Sparse representation (SR)-based methods have achieved numerous successes in the fusion of hyperspectral and multispectral images (HSIs and MSIs). However, in many SR-based fusion methods, due to patch dividing, it is hard to make pixel values across boundaries of contiguous patches be exactly consistent, which limits the ability to preserve scene details. To remedy such deficiency, a fusion framework is proposed for HSIs and MSIs by using convolutional sparse representation (FCS). This novel fusion method consists of three stages: 1) the spectral dictionary is trained by the convolutional sparse dictionary learning algorithm to extract spectral information from HSIs; 2) hyperspectral and multispectral transferring matrices are estimated to map HSIs and MSIs onto the space of high-resolution hyperspectral images (HR-HSIs); and 3) we construct the convolutional sparse fusion model for HR-HSIs.

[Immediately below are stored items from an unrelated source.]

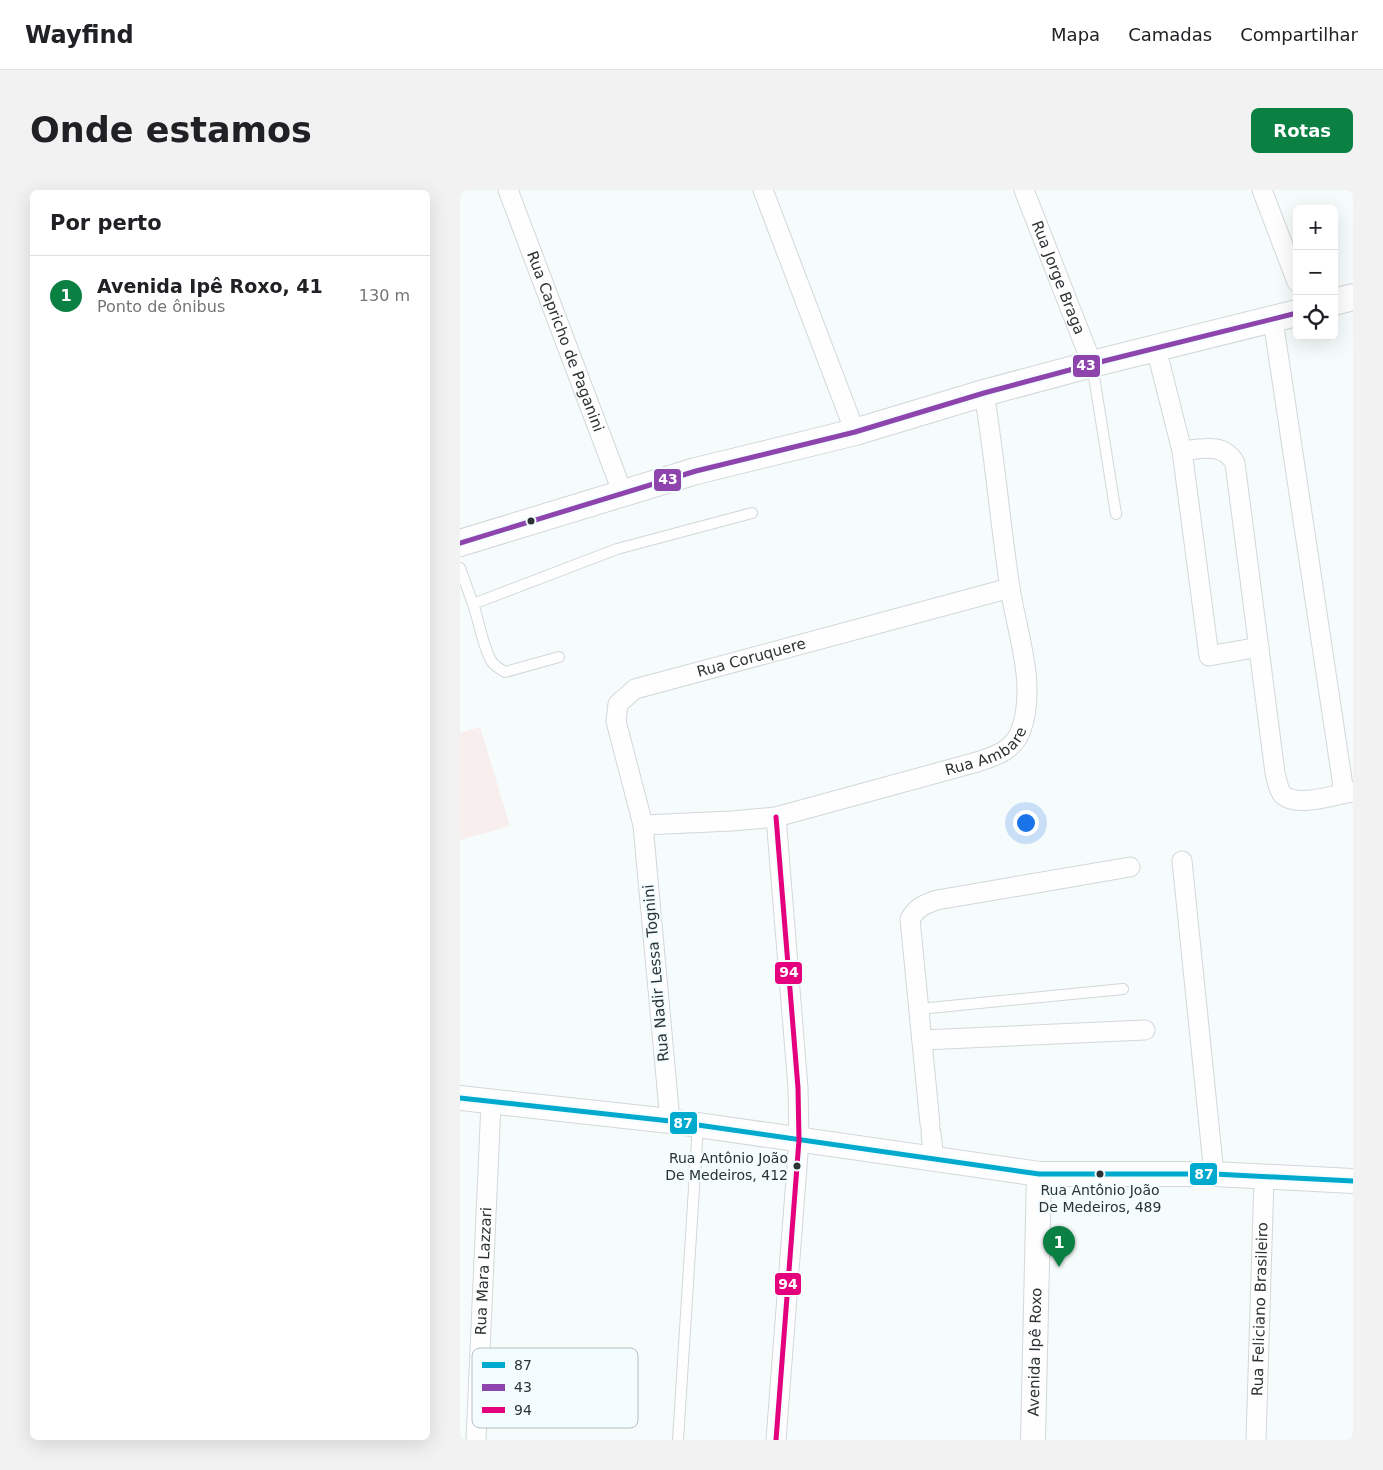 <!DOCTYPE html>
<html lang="pt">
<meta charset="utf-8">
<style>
body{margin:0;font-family:"DejaVu Sans",sans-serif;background:#f2f2f2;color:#202124}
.controls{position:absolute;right:15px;top:15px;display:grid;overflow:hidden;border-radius:8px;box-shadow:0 5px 20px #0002}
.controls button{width:45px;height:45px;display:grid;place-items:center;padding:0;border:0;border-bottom:1px solid #e0e0e0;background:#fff;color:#202124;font:25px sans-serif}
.you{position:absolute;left:565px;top:632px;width:18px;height:18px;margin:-12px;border:4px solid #fff;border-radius:50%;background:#1a73e8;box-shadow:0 0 0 8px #1a73e833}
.badge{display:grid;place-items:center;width:32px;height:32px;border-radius:50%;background:#0b8043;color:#fff;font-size:16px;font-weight:700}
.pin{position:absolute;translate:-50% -41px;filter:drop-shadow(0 1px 2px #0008)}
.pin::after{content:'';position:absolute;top:26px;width:18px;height:15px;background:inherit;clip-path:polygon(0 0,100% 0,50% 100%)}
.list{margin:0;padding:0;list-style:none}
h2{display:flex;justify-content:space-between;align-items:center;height:65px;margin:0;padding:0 20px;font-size:21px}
h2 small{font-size:16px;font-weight:400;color:#757577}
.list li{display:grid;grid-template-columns:32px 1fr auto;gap:15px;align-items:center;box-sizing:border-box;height:80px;padding:0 20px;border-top:1px solid #e0e0e0}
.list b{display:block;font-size:19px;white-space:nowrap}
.list p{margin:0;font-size:16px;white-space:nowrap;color:#757577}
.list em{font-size:16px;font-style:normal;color:#757577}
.icon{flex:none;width:28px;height:28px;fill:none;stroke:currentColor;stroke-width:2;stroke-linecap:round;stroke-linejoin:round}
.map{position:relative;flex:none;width:893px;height:1250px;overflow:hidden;border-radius:8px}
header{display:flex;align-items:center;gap:30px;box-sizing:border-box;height:70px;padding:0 25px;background:#fff;border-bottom:1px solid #e0e0e0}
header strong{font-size:24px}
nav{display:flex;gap:28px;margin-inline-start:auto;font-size:18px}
.intro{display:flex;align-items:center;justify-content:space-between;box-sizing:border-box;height:120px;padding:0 30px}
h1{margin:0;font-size:35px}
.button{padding:12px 22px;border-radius:8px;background:#0b8043;color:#fff;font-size:18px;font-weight:700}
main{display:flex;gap:30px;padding:0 30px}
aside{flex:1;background:#fff;border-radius:8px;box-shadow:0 5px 20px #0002}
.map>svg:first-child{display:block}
.green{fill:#f9eeee}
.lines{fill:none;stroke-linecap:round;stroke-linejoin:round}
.service-casing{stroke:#d2d8d9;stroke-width:12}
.minor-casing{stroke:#d2d8d9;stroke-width:21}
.tertiary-casing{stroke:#d2d8d9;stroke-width:26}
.secondary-casing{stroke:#d2d8d9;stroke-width:28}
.service{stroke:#fefeff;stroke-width:10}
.minor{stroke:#fefeff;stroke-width:19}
.tertiary{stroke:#fefeff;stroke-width:24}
.secondary{stroke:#fefeff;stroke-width:26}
.bus-1-casing{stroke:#f3fdff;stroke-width:9}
.bus-2-casing{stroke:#f3fdff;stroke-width:9}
.bus-3-casing{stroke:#f3fdff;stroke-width:9}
.bus-1{stroke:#00a9ce;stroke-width:5}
.bus-2{stroke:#8e44ad;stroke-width:5}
.bus-3{stroke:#e5007d;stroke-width:5}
.bus-dot{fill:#2c3233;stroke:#f3fdff;stroke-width:2}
.labels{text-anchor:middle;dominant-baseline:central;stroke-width:4.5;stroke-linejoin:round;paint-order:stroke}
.bus-label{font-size:14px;fill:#2c3233;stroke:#f3fdff;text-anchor:end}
.street-label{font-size:15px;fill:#2c3233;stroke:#f3fdff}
.key{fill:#f3fdff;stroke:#b7c0c2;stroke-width:1}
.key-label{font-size:14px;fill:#2c3233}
.line-badge{stroke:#f3fdff;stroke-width:2}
.badge-label{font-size:14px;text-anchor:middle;font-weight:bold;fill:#fff}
</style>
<header>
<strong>Wayfind</strong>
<nav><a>Mapa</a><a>Camadas</a><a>Compartilhar</a></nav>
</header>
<div class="intro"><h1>Onde estamos</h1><a class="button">Rotas</a></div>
<main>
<aside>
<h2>Por perto<small></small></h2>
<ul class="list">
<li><span class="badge">1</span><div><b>Avenida Ipê Roxo, 41</b><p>Ponto de ônibus</p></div><em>130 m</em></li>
</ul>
</aside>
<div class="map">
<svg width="893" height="1250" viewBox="0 0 893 1250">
<rect width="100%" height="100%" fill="#f6fbfc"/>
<path class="green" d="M20,537L50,636L0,650V543Z"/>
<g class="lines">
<defs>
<path id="service" d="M632,174L656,324
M0,378L13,414L157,359L292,323
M13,414C19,431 23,458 32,472C36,477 40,479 45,482L99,467
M459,819L663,799
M218,1250L238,935"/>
<g id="minor">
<path id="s1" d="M48,0L163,304"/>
<path d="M303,0L395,242"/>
<path id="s2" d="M564,0L632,174"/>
<path d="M802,0L837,92"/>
<path d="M813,130L884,603"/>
<path d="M696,158L722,261L749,466L799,457"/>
<path d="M722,261C742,259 763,252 775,273L815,583C817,590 818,600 823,605C838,618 876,604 893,602"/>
<path d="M316,627L338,898L339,950L316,1250"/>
<path id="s3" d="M183,635L272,631L316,627L517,572C536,566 554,560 561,540C577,495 557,443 550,398C540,333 535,268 524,203"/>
<path d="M722,671L754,984"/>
<path d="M462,850L685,840"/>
<path id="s4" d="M210,931L183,635L156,531L158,514L175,499L550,398"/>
<path d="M470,934L450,729C457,717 465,714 477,710L670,677"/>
<path d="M471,943L474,970"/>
<path id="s5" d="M16,1250L31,913"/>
<path id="s6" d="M796,1250L804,988"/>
</g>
<g id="tertiary">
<path d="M0,908L210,931L579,984H754L893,991"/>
<path id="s7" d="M573,1250L579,984"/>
</g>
<path id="secondary" d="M874,112L893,107
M0,353L236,281L395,242L524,203L632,174L837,123"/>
</defs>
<use href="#service" class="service-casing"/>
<use href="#minor" class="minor-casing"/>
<use href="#tertiary" class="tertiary-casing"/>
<use href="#secondary" class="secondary-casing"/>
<use href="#service" class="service"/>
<use href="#minor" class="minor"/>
<use href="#tertiary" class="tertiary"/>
<use href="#secondary" class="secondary"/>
<defs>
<path id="bus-1" d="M0,908L210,931L579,984H754L893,991"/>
<path id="bus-2" d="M0,353L236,281L395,242L524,203L632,174L837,123"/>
<path id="bus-3" d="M316,627L338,898L339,950L316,1250"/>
</defs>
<use href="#bus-1" class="bus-1-casing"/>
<use href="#bus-2" class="bus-2-casing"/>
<use href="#bus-3" class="bus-3-casing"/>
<use href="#bus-1" class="bus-1"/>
<use href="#bus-2" class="bus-2"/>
<use href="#bus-3" class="bus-3"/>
</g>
<g class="bus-dot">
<circle cx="71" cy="331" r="4.5"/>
<circle cx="337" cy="976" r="4.5"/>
<circle cx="640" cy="984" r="4.5"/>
</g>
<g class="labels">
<g class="bus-label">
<text x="328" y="968">Rua Antônio João<tspan x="328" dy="17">De Medeiros, 412</tspan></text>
<text x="640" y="1000" text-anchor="middle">Rua Antônio João<tspan x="640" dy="17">De Medeiros, 489</tspan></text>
</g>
<g class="street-label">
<text stroke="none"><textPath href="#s2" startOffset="94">Rua Jorge Braga</textPath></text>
<text stroke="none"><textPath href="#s1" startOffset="162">Rua Capricho de Paganini</textPath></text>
<text stroke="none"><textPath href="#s4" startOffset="565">Rua Coruquere</textPath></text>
<text stroke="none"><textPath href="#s3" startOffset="355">Rua Ambare</textPath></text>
<text transform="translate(196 783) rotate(-95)">Rua Nadir Lessa Tognini</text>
<text stroke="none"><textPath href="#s5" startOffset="169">Rua Mara Lazzari</textPath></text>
<text stroke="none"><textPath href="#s6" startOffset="131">Rua Feliciano Brasileiro</textPath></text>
<text stroke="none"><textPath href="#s7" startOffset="88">Avenida Ipê Roxo</textPath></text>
</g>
</g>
<rect x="12" y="1158" width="166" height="80" rx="8" class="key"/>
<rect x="22" y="1172" width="23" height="6" fill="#00a9ce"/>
<rect x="22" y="1194" width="23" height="7" fill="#8e44ad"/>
<rect x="22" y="1217" width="23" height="6" fill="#e5007d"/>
<g class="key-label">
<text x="54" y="1180">87</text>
<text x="54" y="1202">43</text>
<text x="54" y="1225">94</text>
</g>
<g class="line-badge">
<rect x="612" y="164" width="29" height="24" rx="5" fill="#8e44ad"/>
<rect x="193" y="278" width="29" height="24" rx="5" fill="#8e44ad"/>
<rect x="314" y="771" width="29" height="24" rx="5" fill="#e5007d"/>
<rect x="209" y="921" width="29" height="24" rx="5" fill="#00a9ce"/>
<rect x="729" y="972" width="29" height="24" rx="5" fill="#00a9ce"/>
<rect x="314" y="1082" width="28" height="24" rx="5" fill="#e5007d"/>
</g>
<g class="badge-label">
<text x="626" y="180">43</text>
<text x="208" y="294">43</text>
<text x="329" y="787">94</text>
<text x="223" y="938">87</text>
<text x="744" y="989">87</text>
<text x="328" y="1099">94</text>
</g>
</svg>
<div class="controls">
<button>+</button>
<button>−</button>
<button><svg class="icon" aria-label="locate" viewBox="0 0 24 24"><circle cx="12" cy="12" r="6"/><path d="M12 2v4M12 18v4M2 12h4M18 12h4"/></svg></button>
</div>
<div class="you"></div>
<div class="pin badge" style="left:599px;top:1077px">1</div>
</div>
</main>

Different from those traditional patch-based SR fusion methods, the FCS method focuses on the whole images instead of dividing patches, which can suppress the limitation of scene detail preservation caused by sparse coding on independent patches. Also, it belongs to a kind of online learning without lots of training samples. The Pavia dataset and the Paris dataset are used to evaluate the performance of our method. Experimental results indicate that the FCS method achieves much fusion performance compared with commonly used and state-of-the-art algorithms.